Wirtschaftskrise, 700

IEA-Vorschläge kommen im Wirtschaftsministerium gut an

04.04.2026 - 21:39:06 | dts-nachrichtenagentur.de

Im Bundeswirtschaftsministerium (BMWE) kommen die Empfehlungen der Internationalen Energieagentur (IEA) zur Reduzierung des Ölpreisdrucks überraschend gut an.

Tempolimit in Deutschland (Archiv) - Foto: via dts Nachrichtenagentur
In einem Papier mit der Überschrift "Alternative Szenarien möglicher gesamtwirtschaftlicher Auswirkungen auf den Euroraum und auf Deutschland", das der dts Nachrichtenagentur vorliegt, werden durch die Ministerialbeamten mögliche Maßnahmen mit Pro- und Contra-Argumenten abgewogen - und kaum jemand schneidet dabei so gut ab wie die IEA mit ihren "nachfrageseitigen Empfehlungen".

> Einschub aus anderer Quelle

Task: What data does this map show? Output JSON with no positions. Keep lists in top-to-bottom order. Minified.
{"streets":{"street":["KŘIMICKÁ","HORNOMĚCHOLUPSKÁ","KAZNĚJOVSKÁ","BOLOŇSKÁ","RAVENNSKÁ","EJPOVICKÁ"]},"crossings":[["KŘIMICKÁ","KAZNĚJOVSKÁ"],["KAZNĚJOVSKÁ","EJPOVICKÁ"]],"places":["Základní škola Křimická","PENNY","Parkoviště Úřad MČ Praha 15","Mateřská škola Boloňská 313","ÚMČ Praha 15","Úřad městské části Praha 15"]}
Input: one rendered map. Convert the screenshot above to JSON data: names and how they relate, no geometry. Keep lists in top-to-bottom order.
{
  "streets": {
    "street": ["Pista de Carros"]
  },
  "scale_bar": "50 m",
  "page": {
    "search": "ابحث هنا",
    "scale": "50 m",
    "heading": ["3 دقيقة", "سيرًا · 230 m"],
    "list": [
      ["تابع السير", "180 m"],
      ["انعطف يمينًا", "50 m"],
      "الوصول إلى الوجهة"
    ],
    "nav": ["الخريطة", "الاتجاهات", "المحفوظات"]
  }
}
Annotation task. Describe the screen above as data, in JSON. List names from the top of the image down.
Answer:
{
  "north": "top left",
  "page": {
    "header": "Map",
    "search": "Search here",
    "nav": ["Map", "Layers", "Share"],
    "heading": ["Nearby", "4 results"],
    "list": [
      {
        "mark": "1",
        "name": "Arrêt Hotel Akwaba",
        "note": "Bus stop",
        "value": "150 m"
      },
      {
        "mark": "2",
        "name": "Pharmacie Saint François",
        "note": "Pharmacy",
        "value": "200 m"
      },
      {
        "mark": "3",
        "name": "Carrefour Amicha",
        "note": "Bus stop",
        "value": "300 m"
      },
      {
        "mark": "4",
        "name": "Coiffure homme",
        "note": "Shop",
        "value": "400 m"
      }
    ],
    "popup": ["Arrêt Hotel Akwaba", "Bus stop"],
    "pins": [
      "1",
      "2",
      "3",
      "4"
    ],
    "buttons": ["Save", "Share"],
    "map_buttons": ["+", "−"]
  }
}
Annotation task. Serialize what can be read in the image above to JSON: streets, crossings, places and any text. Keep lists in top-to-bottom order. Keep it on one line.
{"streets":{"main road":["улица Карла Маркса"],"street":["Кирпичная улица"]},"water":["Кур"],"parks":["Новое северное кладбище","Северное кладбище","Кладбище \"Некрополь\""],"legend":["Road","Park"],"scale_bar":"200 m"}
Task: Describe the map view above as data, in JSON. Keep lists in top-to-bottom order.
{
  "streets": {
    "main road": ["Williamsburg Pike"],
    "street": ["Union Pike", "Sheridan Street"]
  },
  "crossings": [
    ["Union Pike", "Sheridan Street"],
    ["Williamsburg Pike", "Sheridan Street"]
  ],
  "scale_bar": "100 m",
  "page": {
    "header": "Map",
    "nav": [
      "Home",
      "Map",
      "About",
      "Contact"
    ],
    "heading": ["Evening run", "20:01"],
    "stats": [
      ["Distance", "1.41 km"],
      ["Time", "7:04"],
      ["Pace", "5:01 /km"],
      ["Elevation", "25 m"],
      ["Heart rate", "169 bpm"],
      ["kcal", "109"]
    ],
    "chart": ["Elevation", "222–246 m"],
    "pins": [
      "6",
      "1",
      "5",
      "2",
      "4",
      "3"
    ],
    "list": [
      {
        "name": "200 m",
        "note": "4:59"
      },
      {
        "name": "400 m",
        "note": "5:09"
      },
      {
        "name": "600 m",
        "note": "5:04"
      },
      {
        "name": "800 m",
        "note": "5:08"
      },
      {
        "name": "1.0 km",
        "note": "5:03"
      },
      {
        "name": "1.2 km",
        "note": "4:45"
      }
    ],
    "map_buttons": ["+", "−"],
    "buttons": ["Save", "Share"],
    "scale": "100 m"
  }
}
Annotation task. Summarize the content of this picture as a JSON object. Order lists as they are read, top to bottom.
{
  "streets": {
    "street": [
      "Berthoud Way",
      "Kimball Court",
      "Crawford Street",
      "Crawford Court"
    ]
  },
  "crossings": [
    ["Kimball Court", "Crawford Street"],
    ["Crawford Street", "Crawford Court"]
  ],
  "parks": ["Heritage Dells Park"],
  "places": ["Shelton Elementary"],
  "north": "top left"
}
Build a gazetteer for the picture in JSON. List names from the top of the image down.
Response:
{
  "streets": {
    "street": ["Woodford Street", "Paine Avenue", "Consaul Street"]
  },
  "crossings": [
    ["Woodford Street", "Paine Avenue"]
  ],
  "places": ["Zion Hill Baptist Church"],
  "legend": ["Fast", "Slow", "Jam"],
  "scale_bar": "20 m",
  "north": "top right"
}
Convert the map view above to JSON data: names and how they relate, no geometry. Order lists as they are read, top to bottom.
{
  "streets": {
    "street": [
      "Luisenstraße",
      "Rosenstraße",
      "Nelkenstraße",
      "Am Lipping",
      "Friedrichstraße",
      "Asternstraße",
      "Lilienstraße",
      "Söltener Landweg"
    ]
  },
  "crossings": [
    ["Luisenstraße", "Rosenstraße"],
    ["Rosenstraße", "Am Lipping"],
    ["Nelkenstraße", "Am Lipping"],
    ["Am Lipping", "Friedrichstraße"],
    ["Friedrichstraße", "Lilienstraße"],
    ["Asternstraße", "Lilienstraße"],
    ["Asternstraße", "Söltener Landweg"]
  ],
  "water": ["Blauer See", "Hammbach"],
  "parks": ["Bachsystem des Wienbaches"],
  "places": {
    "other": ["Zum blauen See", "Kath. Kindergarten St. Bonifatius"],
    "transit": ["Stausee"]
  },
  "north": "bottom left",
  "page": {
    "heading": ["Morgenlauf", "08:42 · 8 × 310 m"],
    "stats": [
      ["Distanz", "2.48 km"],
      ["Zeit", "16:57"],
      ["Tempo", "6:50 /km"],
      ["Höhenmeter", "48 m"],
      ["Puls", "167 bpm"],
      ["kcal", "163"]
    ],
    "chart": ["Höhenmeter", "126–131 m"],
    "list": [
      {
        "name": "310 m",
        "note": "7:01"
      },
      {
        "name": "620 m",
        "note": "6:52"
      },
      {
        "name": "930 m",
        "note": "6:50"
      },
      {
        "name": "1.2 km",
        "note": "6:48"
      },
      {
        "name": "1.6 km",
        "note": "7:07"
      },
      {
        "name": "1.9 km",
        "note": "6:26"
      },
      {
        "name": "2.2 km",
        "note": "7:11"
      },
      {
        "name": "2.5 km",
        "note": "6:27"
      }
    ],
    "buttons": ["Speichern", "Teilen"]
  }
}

Die IEA hatte unter anderem mehr Home-Office, strengere Geschwindigkeitsbegrenzungen auf der Autobahn, eine Förderung des öffentlichen Nahverkehrs und von Car-Sharing oder "Nummernschilder-Rotationsschemata" vorgeschlagen, wonach Privat-Pkw nur noch an bestimmten Tagen in großen Städten fahren dürfen. Auch eine Reduzierung von Geschäftsflügen könne den Druck auf den Jetkraftstoffmarkt schnell verringern, so die Internationale Energieagentur.

Das Wirtschaftsministerium positioniert in seinem internen Papier, das am Ostersamstag das letzte Mal bearbeitet wurde, die IEA-Vorschläge in der Maßnahmenliste an erster Stelle und hat gleich mehrere Pro-Argumente aufzubieten. So gebe es eine "gezielte Entlastungswirkung für Bedürftige", wenngleich eine "Verhaltensänderung erforderlich" sei. Außerdem werde die "Strategie zur Abkehr von fossilen Importen" unterstützt. Und in den meisten Fällen gebe es "kaum fiskalische Auswirkungen".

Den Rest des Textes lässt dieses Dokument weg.